After the Resurrection, Jesus appears to the disciples. He stands on the shore and, because His resurrected body was transfigured, He could only be seen if He so willed. Thus, though they saw a man standing there, they had no knowledge initially that it was Him. As He repeats the miracle of blessing them with a large bounty of fish, it is worth noting that Jesus often revealed Himself in familiar ways after the Resurrection, that they might better grasp and believe that it was indeed Him.
Scripture tells us that John, the disciple who loved Him, was the first to recognize Him as the risen Christ. this stands to teach us an important truth, that it is through love for Christ alone which we can attain to spiritual insight. And then, upon John’s revelation, it is Peter who displays for us the great boldness of faith, plunging headlong into the sea and swimming towards Him. It is this faith that states, “though I could remain on the boat and eventually get to Him, nothing will keep me from Him any longer.” Notice that all of the disciples believed it was Him, all of the disciples had walked with Him and believed in the Resurrection, all of them had studied the Scriptures and knew the prophecies, and yet it is these two whom we are given as examples. The great love that allowed John to see Christ as He truly was, and the boldness of faith that caused Peter to abandon what seemed logical in lieu of what he knew to be miraculous.

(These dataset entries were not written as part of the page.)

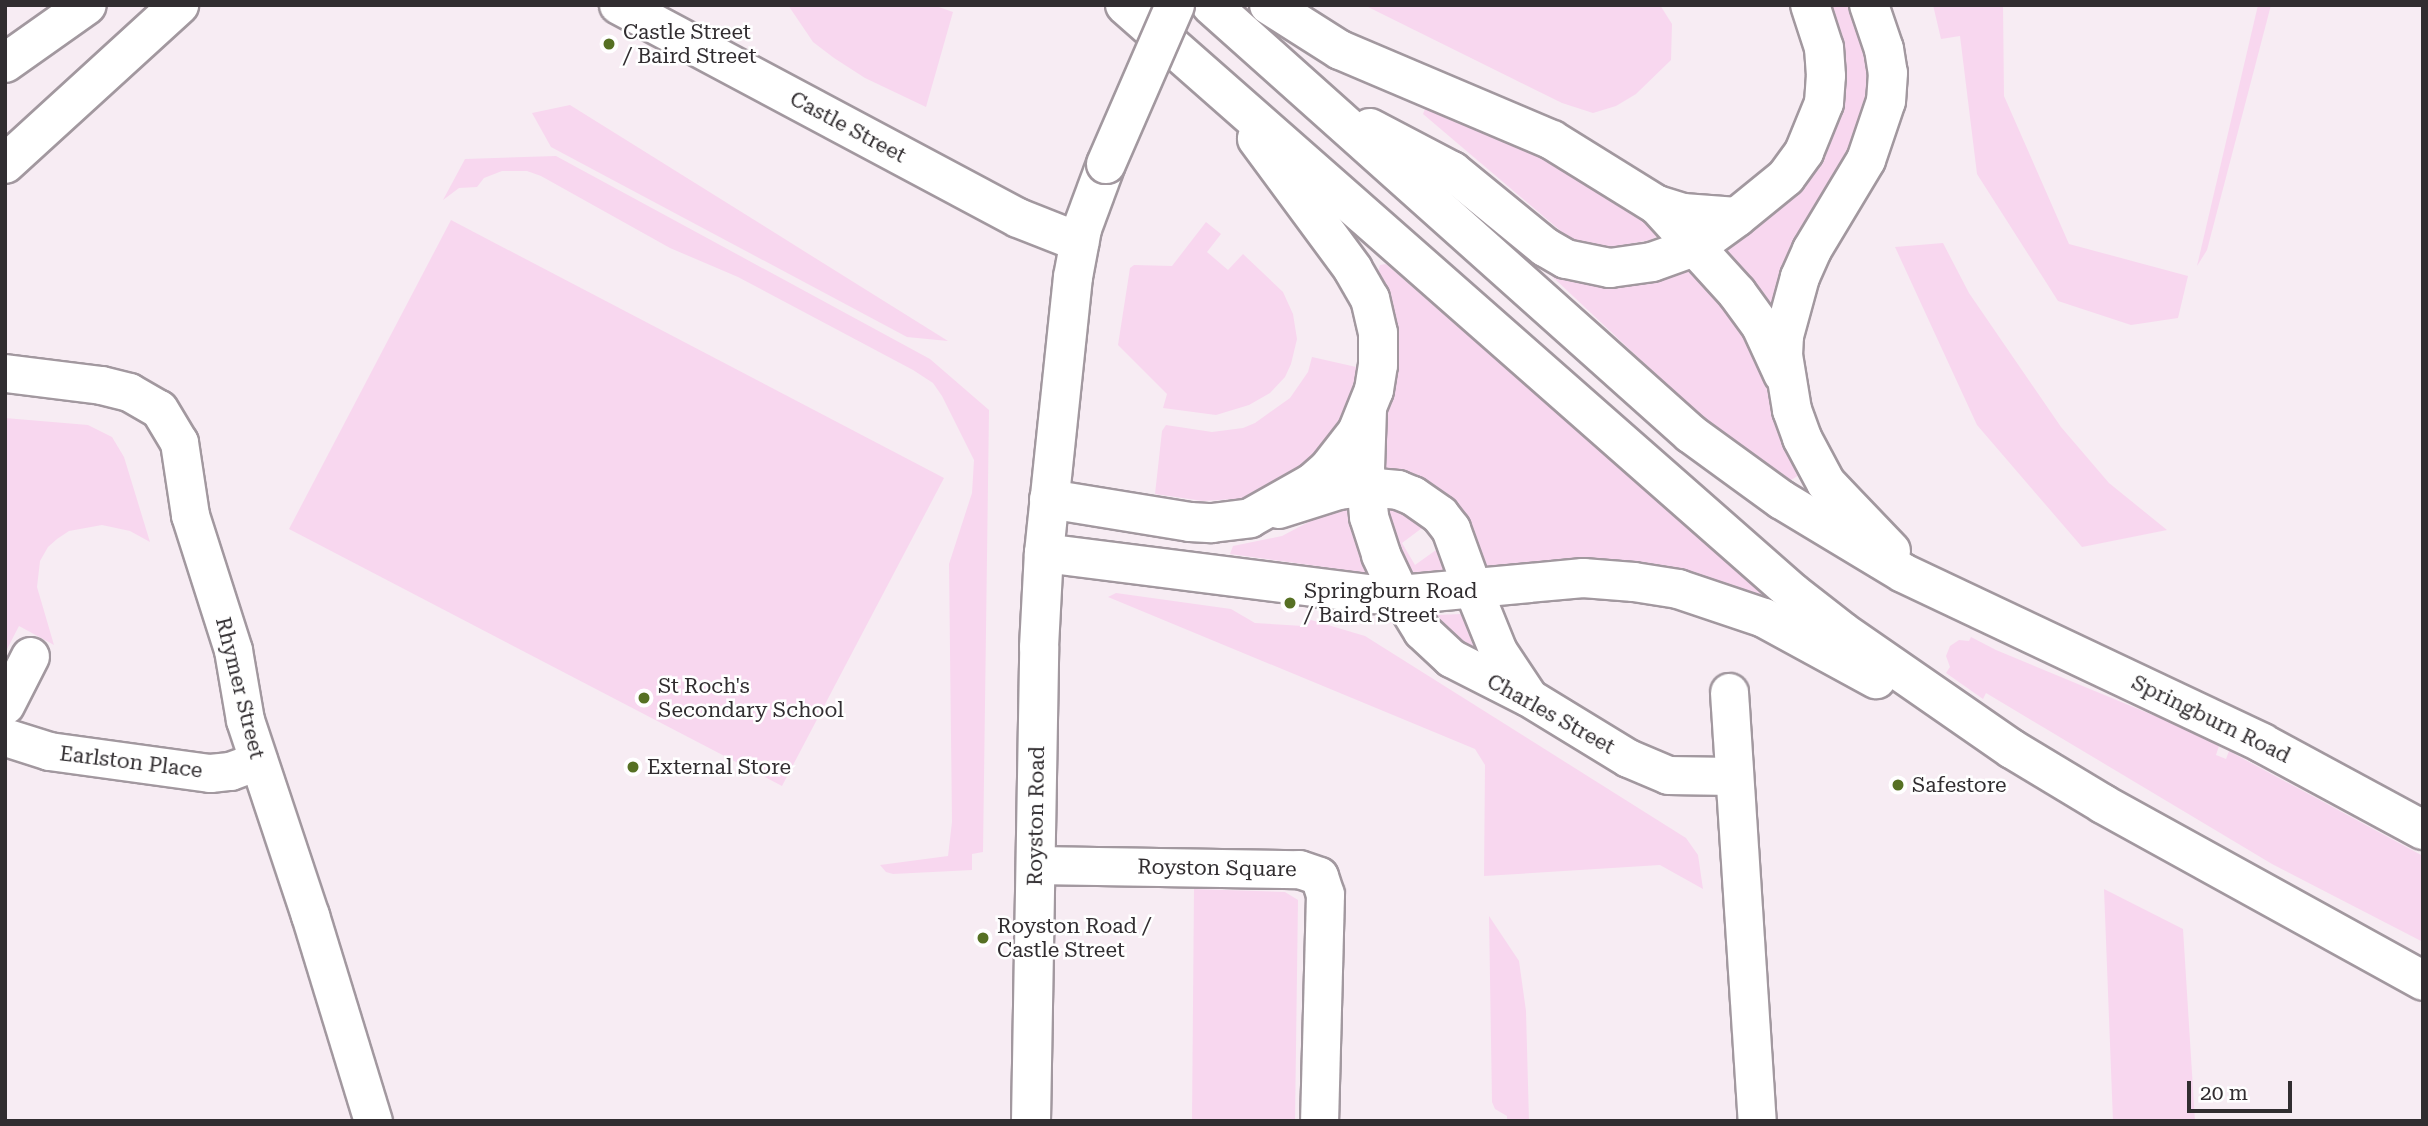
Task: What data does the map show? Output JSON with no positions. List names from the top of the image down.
{
  "streets": {
    "main road": ["Castle Street", "Springburn Road", "Royston Road"],
    "street": [
      "Rhymer Street",
      "Charles Street",
      "Earlston Place",
      "Royston Square"
    ]
  },
  "crossings": [
    ["Castle Street", "Royston Road"],
    ["Rhymer Street", "Earlston Place"],
    ["Royston Road", "Royston Square"]
  ],
  "places": [
    "Castle Street / Baird Street",
    "Springburn Road / Baird Street",
    "St Roch's Secondary School",
    "External Store",
    "Safestore",
    "Royston Road / Castle Street"
  ],
  "scale_bar": "20 m"
}
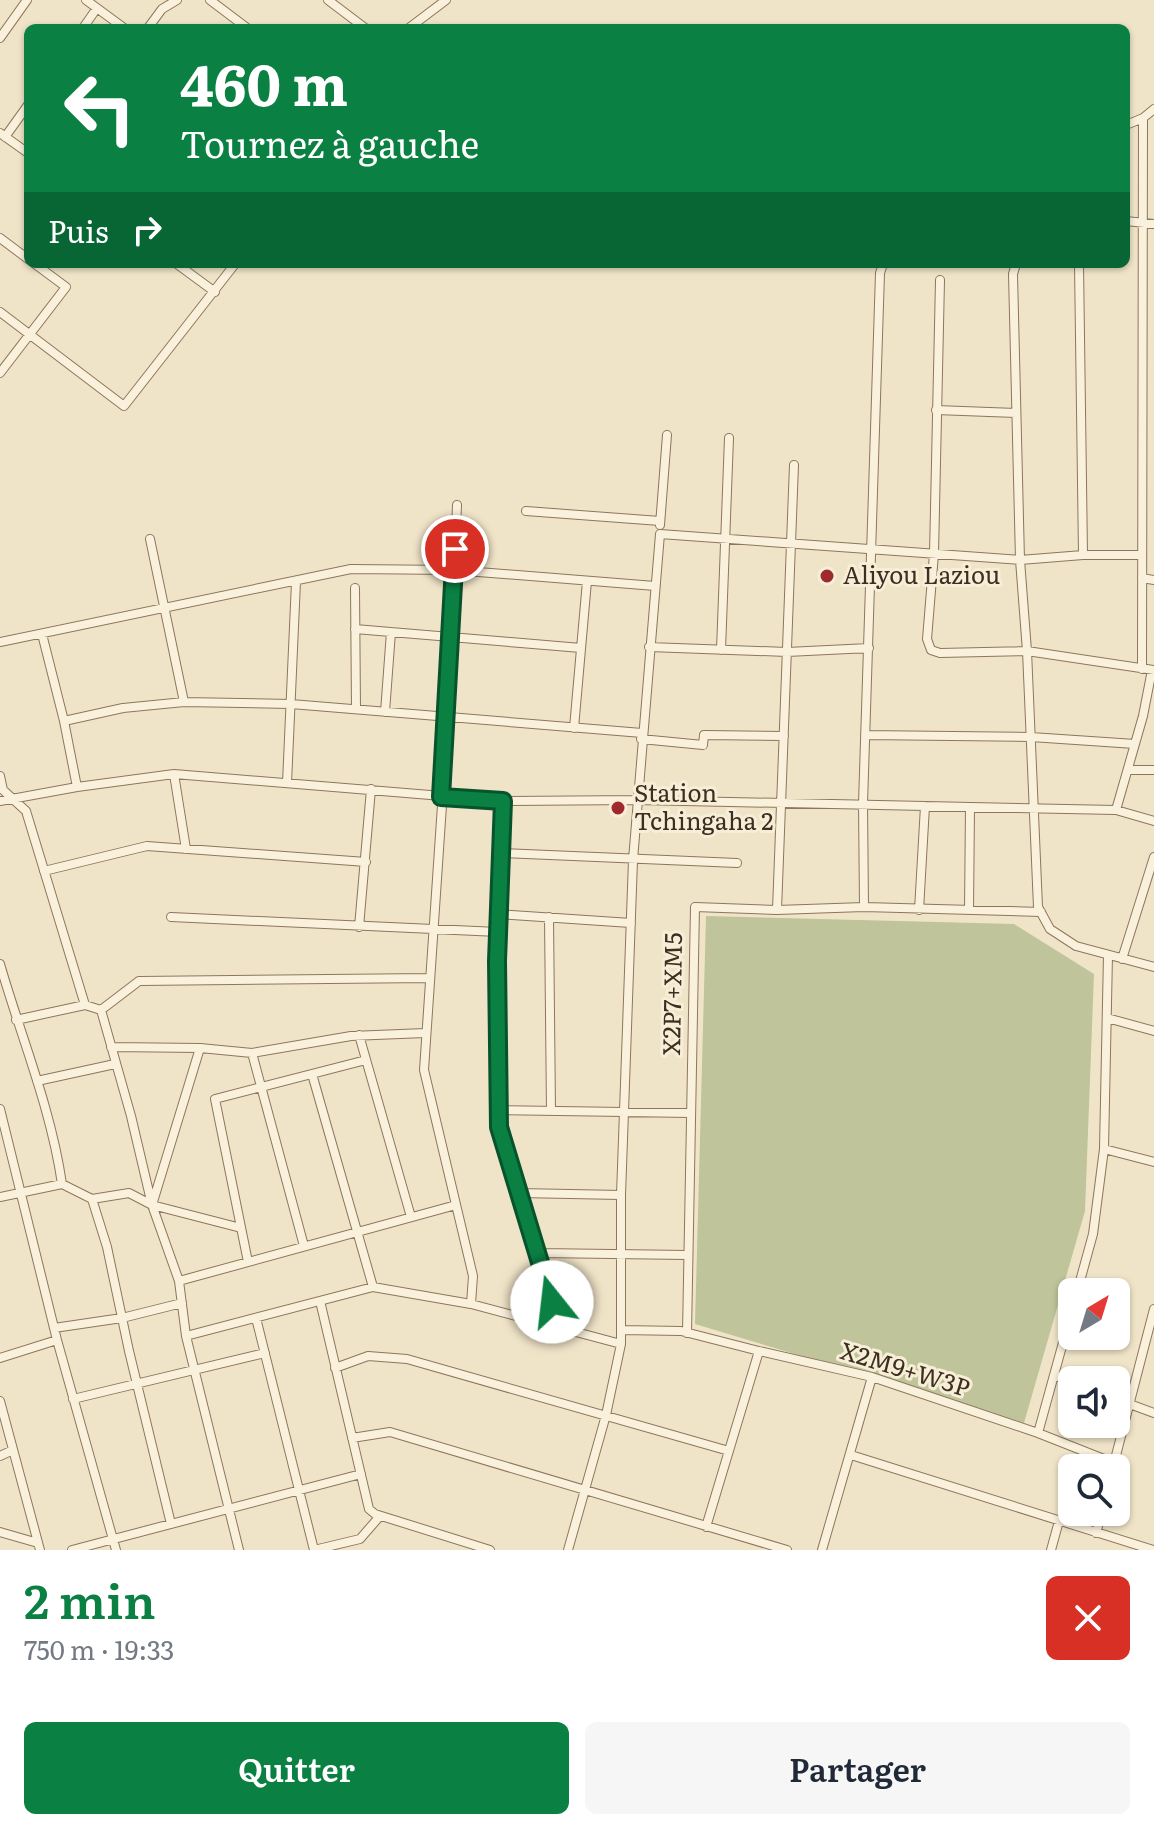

Christ confronts Peter with a simple question. “Do you love Me?” To which Peter responds, “Yes Lord, You know that I love You.” It bears notice that thrice the Lord asks Peter this simple question. And it is not without consequence that He asks him these three times, for thrice Peter had denied Him, thus thrice he repents with this confession of love. It was a form of penance for Peter to confess this three times, once for each time of his denial. Thus, in this threefold confession of love, Jesus fully restores Peter.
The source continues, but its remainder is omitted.